With the exception of the pictures, write out the data below precisely.

(Stored items)
*** Begin section ***

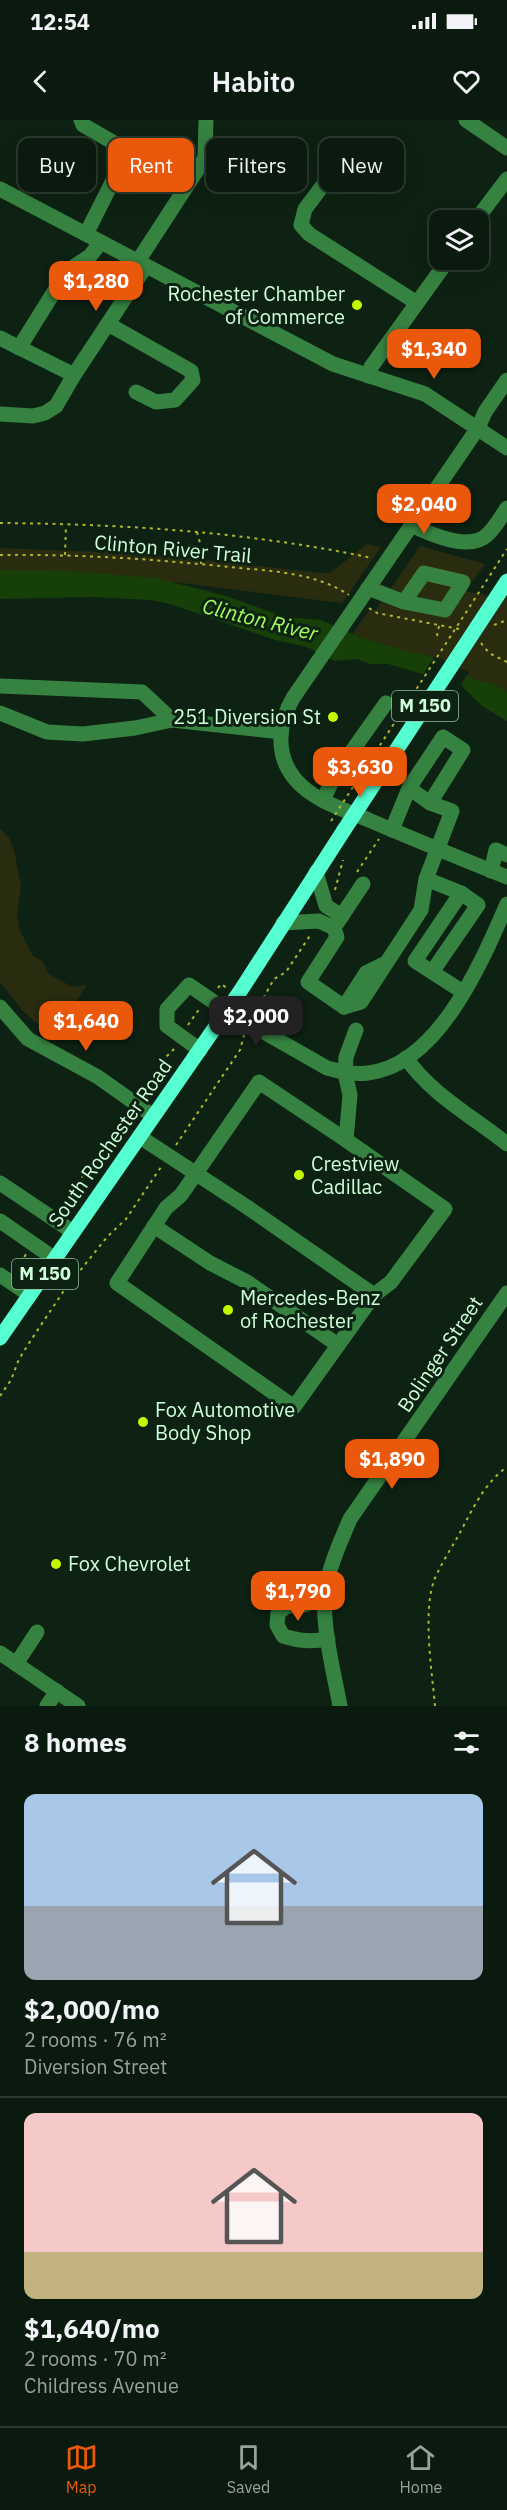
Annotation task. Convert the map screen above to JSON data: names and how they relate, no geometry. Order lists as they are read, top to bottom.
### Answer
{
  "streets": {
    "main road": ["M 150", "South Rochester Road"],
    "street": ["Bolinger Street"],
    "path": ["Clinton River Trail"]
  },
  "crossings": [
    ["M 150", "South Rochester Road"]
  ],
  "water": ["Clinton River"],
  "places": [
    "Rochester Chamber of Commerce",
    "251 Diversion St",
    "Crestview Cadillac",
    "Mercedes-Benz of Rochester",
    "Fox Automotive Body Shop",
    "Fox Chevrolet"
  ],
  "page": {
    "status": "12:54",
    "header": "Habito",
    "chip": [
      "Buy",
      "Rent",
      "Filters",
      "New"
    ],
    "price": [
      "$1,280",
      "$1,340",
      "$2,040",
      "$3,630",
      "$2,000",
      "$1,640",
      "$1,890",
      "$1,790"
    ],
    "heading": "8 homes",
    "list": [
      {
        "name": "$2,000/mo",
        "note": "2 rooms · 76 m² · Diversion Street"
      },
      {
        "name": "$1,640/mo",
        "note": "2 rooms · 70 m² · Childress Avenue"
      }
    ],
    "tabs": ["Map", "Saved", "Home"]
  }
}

*** End section ***

> _Expected answer_
Annotation task. Convert the map screen above to JSON data: names and how they relate, no geometry. Order lists as they are read, top to bottom.
### Answer
{
  "streets": {
    "main road": ["M 150", "South Rochester Road"],
    "street": ["Bolinger Street"],
    "path": ["Clinton River Trail"]
  },
  "crossings": [
    ["M 150", "South Rochester Road"]
  ],
  "water": ["Clinton River"],
  "places": [
    "Rochester Chamber of Commerce",
    "251 Diversion St",
    "Crestview Cadillac",
    "Mercedes-Benz of Rochester",
    "Fox Automotive Body Shop",
    "Fox Chevrolet"
  ],
  "page": {
    "status": "12:54",
    "header": "Habito",
    "chip": [
      "Buy",
      "Rent",
      "Filters",
      "New"
    ],
    "price": [
      "$1,280",
      "$1,340",
      "$2,040",
      "$3,630",
      "$2,000",
      "$1,640",
      "$1,890",
      "$1,790"
    ],
    "heading": "8 homes",
    "list": [
      {
        "name": "$2,000/mo",
        "note": "2 rooms · 76 m² · Diversion Street"
      },
      {
        "name": "$1,640/mo",
        "note": "2 rooms · 70 m² · Childress Avenue"
      }
    ],
    "tabs": ["Map", "Saved", "Home"]
  }
}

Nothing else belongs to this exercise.